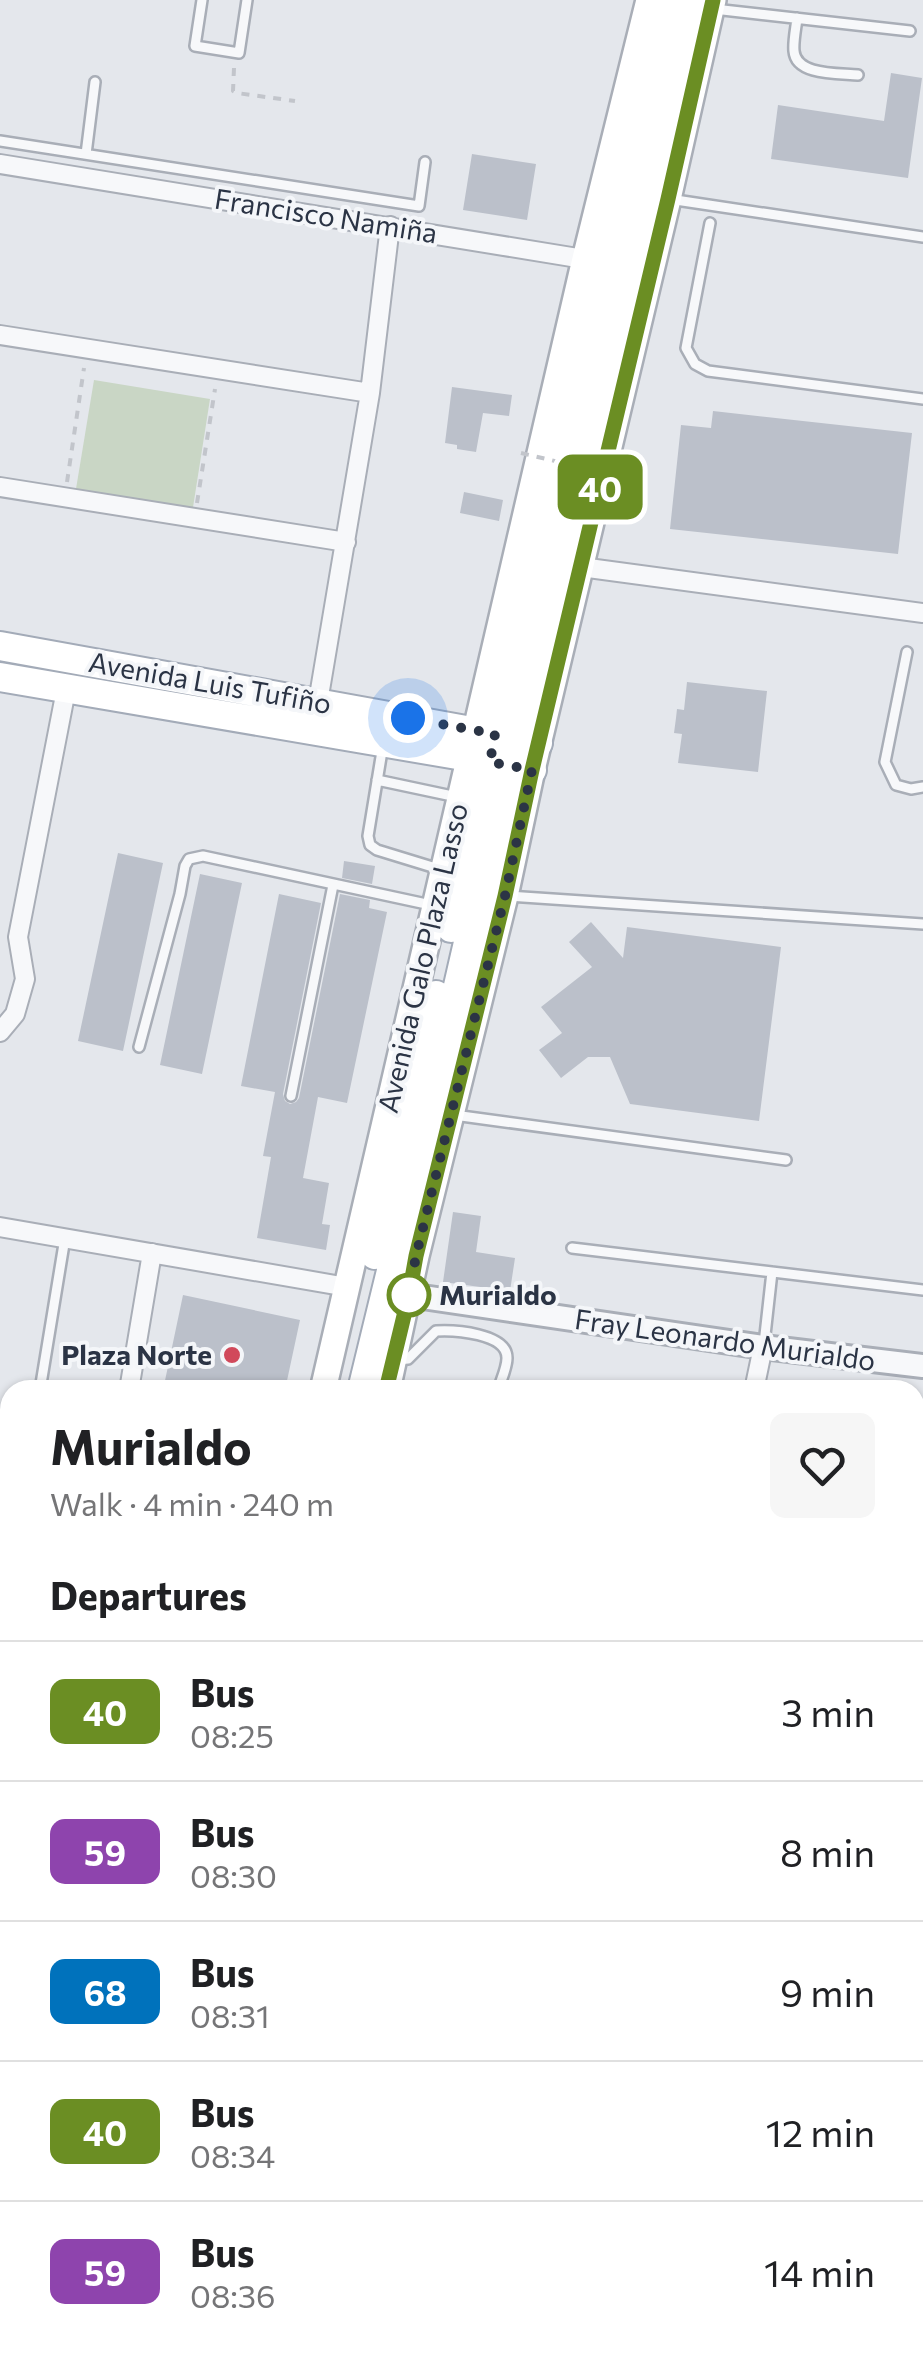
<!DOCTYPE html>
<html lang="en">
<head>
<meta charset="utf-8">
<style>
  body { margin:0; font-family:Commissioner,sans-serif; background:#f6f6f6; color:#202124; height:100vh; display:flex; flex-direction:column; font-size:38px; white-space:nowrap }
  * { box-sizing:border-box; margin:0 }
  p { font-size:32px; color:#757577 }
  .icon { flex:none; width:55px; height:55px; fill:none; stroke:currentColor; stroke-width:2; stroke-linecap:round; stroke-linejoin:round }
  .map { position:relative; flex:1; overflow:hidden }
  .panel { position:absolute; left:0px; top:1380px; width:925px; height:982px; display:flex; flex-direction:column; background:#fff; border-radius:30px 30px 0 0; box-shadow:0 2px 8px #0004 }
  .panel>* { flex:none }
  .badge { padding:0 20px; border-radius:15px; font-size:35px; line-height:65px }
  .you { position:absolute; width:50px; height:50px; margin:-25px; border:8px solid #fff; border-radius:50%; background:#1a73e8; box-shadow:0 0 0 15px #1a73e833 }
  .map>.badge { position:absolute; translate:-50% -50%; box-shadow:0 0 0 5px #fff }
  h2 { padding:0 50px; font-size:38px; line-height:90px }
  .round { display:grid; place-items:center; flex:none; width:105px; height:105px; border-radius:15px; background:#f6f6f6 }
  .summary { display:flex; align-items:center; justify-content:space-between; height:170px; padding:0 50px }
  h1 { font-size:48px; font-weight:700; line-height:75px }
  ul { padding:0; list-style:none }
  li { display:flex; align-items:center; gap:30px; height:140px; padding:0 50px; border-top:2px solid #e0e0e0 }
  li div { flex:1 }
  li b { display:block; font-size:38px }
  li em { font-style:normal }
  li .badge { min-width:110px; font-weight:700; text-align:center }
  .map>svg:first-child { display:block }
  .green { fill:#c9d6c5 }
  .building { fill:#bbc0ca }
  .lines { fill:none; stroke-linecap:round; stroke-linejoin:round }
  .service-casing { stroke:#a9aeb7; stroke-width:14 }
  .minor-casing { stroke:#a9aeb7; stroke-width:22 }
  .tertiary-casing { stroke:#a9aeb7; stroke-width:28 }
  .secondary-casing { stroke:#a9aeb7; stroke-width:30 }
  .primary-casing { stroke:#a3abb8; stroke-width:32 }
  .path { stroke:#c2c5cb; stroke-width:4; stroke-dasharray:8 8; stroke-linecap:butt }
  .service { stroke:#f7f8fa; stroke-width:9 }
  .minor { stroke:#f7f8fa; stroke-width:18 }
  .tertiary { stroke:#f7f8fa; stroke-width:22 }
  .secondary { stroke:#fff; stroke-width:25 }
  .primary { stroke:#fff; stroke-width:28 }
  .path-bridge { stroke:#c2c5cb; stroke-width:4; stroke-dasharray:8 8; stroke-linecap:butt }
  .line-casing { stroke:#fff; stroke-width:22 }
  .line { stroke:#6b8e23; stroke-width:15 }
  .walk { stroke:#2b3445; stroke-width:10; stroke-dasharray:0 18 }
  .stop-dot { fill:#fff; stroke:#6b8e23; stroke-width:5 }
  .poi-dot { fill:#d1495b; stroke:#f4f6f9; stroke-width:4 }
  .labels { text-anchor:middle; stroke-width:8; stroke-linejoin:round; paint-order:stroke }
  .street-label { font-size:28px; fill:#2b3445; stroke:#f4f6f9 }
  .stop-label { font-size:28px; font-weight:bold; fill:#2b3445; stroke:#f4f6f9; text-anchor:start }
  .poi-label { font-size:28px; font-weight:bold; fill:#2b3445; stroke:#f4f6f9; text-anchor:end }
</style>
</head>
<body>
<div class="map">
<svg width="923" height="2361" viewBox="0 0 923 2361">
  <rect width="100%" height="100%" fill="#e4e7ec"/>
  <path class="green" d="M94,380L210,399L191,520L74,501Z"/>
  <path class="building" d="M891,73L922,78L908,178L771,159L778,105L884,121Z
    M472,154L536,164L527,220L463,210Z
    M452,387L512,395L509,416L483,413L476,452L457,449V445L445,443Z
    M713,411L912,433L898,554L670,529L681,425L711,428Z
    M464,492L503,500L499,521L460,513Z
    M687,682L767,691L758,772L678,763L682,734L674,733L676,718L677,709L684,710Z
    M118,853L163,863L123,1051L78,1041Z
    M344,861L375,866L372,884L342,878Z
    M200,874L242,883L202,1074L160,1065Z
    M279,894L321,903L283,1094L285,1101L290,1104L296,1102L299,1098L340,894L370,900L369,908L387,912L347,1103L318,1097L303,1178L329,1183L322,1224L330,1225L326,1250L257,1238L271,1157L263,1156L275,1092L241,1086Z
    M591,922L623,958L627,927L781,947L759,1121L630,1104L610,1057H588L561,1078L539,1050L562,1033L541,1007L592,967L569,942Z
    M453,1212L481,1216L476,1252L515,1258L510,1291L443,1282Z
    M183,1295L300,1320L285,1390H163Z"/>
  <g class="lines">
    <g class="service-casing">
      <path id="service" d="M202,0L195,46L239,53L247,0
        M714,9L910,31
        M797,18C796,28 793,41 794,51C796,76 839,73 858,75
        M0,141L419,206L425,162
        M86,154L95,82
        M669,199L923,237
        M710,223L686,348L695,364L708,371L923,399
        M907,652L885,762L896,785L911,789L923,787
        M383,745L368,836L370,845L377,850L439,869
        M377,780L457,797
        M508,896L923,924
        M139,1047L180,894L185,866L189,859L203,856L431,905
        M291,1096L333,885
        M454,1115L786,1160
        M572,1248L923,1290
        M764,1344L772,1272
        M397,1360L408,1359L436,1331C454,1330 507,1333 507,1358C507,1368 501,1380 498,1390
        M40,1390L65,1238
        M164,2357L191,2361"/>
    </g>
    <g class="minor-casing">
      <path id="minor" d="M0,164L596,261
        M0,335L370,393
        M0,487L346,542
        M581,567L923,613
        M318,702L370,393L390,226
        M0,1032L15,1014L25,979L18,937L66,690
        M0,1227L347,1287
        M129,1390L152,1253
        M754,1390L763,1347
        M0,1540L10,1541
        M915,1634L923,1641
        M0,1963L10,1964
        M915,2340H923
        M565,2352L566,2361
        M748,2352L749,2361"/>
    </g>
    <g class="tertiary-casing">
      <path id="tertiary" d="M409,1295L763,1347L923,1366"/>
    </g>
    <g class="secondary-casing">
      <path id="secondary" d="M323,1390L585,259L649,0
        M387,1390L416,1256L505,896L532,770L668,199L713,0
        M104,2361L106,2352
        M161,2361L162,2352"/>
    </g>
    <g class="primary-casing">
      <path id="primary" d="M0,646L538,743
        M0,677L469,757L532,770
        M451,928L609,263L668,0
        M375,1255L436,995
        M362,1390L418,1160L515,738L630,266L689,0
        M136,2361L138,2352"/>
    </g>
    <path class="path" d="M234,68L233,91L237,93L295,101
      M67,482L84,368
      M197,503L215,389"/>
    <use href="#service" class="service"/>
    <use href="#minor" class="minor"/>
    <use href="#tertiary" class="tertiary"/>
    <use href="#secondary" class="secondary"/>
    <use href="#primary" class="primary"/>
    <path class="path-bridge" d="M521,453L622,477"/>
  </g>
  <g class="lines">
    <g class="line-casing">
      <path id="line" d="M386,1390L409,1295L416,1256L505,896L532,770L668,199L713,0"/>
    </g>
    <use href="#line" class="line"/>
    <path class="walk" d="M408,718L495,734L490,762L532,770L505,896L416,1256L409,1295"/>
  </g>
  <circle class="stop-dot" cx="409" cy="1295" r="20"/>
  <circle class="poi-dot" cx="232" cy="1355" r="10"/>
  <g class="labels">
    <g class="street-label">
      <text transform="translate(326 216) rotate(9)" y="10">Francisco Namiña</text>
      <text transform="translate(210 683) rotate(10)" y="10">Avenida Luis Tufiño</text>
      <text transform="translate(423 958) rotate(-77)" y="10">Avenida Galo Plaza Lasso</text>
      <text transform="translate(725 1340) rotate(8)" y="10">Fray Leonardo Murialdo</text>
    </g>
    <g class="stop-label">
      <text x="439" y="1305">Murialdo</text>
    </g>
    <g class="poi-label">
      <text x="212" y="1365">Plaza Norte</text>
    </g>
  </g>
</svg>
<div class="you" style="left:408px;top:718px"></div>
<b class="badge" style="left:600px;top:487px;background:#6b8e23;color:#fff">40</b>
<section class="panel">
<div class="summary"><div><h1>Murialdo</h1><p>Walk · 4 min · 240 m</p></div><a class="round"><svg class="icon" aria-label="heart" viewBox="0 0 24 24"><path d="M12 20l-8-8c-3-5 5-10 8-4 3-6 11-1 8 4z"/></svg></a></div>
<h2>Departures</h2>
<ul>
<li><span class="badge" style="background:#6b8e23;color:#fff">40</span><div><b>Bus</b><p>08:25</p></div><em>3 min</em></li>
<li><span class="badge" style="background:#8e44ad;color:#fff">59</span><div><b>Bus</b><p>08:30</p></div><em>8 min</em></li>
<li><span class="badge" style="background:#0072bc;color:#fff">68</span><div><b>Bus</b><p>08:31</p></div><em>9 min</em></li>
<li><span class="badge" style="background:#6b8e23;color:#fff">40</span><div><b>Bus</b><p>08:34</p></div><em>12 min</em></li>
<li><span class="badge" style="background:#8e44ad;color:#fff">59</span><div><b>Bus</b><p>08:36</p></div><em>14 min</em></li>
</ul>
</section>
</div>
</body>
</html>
######
## Exercise
Reproducing the whole listing above is not the task. Copy exactly only the lines from the one with "display:flex; align-items:center; gap:30px;" to the one with "M452,387L512,395L509,416L483,413L476,452L457,449V445L445,443Z", both kept.

## Result for this task
  li { display:flex; align-items:center; gap:30px; height:140px; padding:0 50px; border-top:2px solid #e0e0e0 }
  li div { flex:1 }
  li b { display:block; font-size:38px }
  li em { font-style:normal }
  li .badge { min-width:110px; font-weight:700; text-align:center }
  .map>svg:first-child { display:block }
  .green { fill:#c9d6c5 }
  .building { fill:#bbc0ca }
  .lines { fill:none; stroke-linecap:round; stroke-linejoin:round }
  .service-casing { stroke:#a9aeb7; stroke-width:14 }
  .minor-casing { stroke:#a9aeb7; stroke-width:22 }
  .tertiary-casing { stroke:#a9aeb7; stroke-width:28 }
  .secondary-casing { stroke:#a9aeb7; stroke-width:30 }
  .primary-casing { stroke:#a3abb8; stroke-width:32 }
  .path { stroke:#c2c5cb; stroke-width:4; stroke-dasharray:8 8; stroke-linecap:butt }
  .service { stroke:#f7f8fa; stroke-width:9 }
  .minor { stroke:#f7f8fa; stroke-width:18 }
  .tertiary { stroke:#f7f8fa; stroke-width:22 }
  .secondary { stroke:#fff; stroke-width:25 }
  .primary { stroke:#fff; stroke-width:28 }
  .path-bridge { stroke:#c2c5cb; stroke-width:4; stroke-dasharray:8 8; stroke-linecap:butt }
  .line-casing { stroke:#fff; stroke-width:22 }
  .line { stroke:#6b8e23; stroke-width:15 }
  .walk { stroke:#2b3445; stroke-width:10; stroke-dasharray:0 18 }
  .stop-dot { fill:#fff; stroke:#6b8e23; stroke-width:5 }
  .poi-dot { fill:#d1495b; stroke:#f4f6f9; stroke-width:4 }
  .labels { text-anchor:middle; stroke-width:8; stroke-linejoin:round; paint-order:stroke }
  .street-label { font-size:28px; fill:#2b3445; stroke:#f4f6f9 }
  .stop-label { font-size:28px; font-weight:bold; fill:#2b3445; stroke:#f4f6f9; text-anchor:start }
  .poi-label { font-size:28px; font-weight:bold; fill:#2b3445; stroke:#f4f6f9; text-anchor:end }
</style>
</head>
<body>
<div class="map">
<svg width="923" height="2361" viewBox="0 0 923 2361">
  <rect width="100%" height="100%" fill="#e4e7ec"/>
  <path class="green" d="M94,380L210,399L191,520L74,501Z"/>
  <path class="building" d="M891,73L922,78L908,178L771,159L778,105L884,121Z
    M472,154L536,164L527,220L463,210Z
    M452,387L512,395L509,416L483,413L476,452L457,449V445L445,443Z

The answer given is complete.